Reconheço que a questão, posta assim de chofre, não é fácil
de ser respondida. Muitas vezes, aliás, eles pensam que me estou a referir ao
leitor que têm em mente quando escrevem. Mas não, o que eu pretendo saber é
quais as características que eles sonham para um Leitor Ideal da sua obra (já
escrita).
Por que razão isto me interessa? Em algumas áreas da minha vida,
apetece-me a excelência que, naturalmente, nunca chego a encontrar. Só que o
caminho até esse horizonte indefinido é-me sempre festivo. Portanto, as ideias
para esse perfil de Leitor Ideal são-me sempre muito bem-vindas.
Porque a minha aspiração é na realidade libertar os
múltiplos prazeres que a leitura me pode trazer, sejam eles entretenimento,
aprendizagens, vivências improváveis, construção de mundos interiores,
alargamento da rede de relações interiores, cumplicidades com o autor, ou experiências
estéticas o mais diversas possíveis.
No entanto, talvez seja possível chegar a uma certa
simplicidade: o Leitor Ideal acabará talvez por ser aquele que lê genuinamente,
aquele que se coloca a si mesmo todo inteiro na experiência da leitura, de cada
vez sempre única, sempre renovada.
E quanto aos escritores? Será este o Leitor que eles idealizam
para a sua obra?
Imagino um escritor a desejar que o seu Leitor Ideal fosse
aquele para quem a leitura da sua obra tivesse siso tão devastadora, tão profunda
e tão marcante que ela o teria transformado em alguém completamente diferente a
iniciar uma vida também ela completamente nova.
… ou alguém que colecionasse todos os exemplares, todas as
edições e todas as traduções do livro.
… ou aquele cuja paixão pela obra o levasse a traduzi-la
para todas as línguas onde ainda não houvesse tradução.
… ou o que não repousasse enquanto não tivesse decorado o
livro todo, palavra por palavra, frase por frase (se possível, até movido pela
evocação de Fahrenheit 451, de Ray
Bradbury).
… ou o que, ao lê-lo vezes sem fim, palavra a palavra, fosse
escrevendo e juntando outras frases, acabando por criar outros e inumeráveis
livros a partir daquele.
… ou o que se apaixonasse por todas as pessoas parecidas com
as personagens do livro, mas só enquanto elas não o tivessem lido.
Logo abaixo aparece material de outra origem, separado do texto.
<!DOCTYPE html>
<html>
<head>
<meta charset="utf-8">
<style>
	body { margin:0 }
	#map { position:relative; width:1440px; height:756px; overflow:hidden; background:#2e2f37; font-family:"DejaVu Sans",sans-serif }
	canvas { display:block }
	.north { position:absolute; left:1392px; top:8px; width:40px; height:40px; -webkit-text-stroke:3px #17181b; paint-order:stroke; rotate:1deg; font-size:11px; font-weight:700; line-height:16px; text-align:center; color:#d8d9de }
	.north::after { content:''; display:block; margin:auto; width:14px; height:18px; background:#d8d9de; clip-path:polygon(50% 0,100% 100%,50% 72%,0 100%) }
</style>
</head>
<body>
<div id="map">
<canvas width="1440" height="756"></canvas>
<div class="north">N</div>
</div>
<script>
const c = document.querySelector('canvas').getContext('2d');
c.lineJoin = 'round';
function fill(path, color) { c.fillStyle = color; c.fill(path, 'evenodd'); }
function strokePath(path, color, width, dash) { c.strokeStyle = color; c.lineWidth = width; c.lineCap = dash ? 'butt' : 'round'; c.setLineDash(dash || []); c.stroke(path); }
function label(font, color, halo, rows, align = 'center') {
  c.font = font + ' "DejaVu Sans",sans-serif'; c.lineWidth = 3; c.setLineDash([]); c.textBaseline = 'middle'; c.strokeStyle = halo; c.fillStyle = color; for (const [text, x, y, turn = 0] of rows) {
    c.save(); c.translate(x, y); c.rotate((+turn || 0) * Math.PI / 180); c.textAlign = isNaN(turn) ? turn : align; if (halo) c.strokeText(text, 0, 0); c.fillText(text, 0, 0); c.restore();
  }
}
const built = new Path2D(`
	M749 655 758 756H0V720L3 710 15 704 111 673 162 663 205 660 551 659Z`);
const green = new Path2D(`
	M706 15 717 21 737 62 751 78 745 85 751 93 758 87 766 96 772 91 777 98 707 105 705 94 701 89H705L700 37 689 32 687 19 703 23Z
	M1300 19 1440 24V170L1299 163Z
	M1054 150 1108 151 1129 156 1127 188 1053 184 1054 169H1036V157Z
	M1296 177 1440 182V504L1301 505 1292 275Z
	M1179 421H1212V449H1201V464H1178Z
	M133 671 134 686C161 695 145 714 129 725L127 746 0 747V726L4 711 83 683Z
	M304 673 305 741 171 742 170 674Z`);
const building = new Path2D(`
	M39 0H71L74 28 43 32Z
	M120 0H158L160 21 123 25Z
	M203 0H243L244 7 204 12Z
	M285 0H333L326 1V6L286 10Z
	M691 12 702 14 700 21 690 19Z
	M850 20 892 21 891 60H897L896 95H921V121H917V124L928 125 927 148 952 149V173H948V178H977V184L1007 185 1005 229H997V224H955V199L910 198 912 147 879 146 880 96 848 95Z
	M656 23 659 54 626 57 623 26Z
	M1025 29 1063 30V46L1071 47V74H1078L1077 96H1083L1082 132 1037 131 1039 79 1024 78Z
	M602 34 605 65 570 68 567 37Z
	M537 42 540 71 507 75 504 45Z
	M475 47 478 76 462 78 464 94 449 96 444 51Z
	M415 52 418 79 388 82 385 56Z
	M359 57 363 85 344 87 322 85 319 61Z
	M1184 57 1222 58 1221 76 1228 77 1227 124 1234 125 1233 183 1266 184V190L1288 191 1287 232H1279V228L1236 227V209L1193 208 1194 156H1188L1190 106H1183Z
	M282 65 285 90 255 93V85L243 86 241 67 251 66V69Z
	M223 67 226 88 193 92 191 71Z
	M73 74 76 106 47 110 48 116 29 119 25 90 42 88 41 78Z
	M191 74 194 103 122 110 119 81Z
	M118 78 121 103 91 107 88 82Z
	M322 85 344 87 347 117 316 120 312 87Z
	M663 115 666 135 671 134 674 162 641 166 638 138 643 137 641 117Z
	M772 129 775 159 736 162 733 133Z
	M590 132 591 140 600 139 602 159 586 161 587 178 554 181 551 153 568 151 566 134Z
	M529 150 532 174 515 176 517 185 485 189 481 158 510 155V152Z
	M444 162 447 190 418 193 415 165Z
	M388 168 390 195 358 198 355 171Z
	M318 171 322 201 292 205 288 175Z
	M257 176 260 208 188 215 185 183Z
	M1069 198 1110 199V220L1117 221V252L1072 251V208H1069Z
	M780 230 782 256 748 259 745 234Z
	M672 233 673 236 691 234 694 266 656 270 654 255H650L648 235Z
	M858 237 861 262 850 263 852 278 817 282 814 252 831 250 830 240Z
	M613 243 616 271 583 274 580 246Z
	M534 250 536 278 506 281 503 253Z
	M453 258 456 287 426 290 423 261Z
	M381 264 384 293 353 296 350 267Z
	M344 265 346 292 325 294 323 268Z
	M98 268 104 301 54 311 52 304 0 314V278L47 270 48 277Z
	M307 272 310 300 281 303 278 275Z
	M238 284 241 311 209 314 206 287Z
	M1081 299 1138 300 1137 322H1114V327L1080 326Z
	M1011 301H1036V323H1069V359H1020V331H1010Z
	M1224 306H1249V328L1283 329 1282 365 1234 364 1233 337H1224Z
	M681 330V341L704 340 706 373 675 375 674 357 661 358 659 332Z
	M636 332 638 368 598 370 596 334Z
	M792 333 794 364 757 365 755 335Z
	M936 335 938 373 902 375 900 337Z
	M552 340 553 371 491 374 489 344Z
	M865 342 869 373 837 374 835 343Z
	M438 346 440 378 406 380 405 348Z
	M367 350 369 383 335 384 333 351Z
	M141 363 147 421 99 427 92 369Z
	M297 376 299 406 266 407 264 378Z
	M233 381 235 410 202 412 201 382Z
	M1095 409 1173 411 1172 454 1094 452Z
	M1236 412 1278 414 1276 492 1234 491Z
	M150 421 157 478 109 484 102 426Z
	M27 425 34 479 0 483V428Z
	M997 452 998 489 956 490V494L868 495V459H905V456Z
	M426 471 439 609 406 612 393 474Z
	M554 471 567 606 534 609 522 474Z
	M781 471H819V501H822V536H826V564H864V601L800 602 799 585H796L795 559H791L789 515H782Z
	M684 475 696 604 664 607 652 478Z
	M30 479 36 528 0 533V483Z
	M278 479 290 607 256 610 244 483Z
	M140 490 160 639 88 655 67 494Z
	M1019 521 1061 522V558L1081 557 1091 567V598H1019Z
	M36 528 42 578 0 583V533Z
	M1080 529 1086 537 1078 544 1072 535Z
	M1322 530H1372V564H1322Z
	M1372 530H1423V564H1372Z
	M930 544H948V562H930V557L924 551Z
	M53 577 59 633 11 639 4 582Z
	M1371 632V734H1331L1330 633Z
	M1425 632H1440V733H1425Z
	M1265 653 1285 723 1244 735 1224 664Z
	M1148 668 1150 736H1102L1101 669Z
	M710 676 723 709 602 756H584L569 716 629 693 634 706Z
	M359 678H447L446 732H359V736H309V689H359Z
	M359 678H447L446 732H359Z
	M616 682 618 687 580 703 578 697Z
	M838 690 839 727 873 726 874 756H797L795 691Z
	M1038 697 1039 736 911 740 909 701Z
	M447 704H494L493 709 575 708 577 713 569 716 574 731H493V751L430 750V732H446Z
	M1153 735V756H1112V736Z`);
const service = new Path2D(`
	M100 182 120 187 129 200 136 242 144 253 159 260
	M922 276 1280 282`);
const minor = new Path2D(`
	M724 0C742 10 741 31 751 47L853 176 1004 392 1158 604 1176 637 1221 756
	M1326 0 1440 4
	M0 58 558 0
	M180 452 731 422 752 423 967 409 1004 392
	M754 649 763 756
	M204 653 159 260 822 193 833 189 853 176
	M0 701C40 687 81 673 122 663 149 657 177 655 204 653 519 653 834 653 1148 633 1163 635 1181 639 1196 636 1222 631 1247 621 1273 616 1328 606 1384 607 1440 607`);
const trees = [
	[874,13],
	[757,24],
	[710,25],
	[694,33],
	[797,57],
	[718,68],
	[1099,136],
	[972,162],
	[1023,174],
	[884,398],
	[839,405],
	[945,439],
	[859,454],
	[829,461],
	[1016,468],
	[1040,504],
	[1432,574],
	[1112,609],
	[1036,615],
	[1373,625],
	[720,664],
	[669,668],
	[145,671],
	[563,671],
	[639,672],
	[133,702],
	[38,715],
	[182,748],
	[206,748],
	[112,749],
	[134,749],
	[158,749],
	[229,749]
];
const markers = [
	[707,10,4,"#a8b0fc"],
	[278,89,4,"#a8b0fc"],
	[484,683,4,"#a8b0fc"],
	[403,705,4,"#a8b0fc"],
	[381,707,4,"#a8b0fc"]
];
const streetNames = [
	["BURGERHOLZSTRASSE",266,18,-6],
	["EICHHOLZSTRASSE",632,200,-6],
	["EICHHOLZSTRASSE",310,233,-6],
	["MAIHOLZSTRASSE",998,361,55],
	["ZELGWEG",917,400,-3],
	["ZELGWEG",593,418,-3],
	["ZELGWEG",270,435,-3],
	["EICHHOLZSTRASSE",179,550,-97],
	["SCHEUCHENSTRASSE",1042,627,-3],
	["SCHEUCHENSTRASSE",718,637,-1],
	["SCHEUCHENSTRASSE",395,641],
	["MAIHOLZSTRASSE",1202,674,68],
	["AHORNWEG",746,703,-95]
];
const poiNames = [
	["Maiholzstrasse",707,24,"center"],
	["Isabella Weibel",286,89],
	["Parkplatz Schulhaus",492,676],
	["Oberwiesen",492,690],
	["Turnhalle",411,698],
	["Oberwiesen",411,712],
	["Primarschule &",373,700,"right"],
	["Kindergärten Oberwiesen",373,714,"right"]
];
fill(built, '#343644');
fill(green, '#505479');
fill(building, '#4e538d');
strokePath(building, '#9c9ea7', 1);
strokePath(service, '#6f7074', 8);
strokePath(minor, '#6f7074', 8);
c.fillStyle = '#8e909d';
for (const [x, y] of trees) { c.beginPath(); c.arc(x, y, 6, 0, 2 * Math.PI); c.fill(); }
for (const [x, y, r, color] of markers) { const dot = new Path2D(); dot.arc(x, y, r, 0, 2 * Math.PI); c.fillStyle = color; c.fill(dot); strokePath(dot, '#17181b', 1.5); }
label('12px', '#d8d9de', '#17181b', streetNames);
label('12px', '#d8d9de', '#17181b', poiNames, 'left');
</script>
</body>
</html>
Assim,
poderia viver em toda a sua pureza histórias alternativas, podendo manter-se
sempre dentro da história do livro.
… ou o que, nas suas viagens, entrasse em todas as
bibliotecas, requisitando essa obra, de forma a associar pelo menos uma parte
do livro a cada um desses lugares visitados. Ao mesmo tempo, deixaria registado
o testemunho da passagem de um leitor daquela obra.
… ou o que, nas suas múltiplas releituras, descobrisse no
livro uma fonte sempre inesgotável de novos deslumbramentos.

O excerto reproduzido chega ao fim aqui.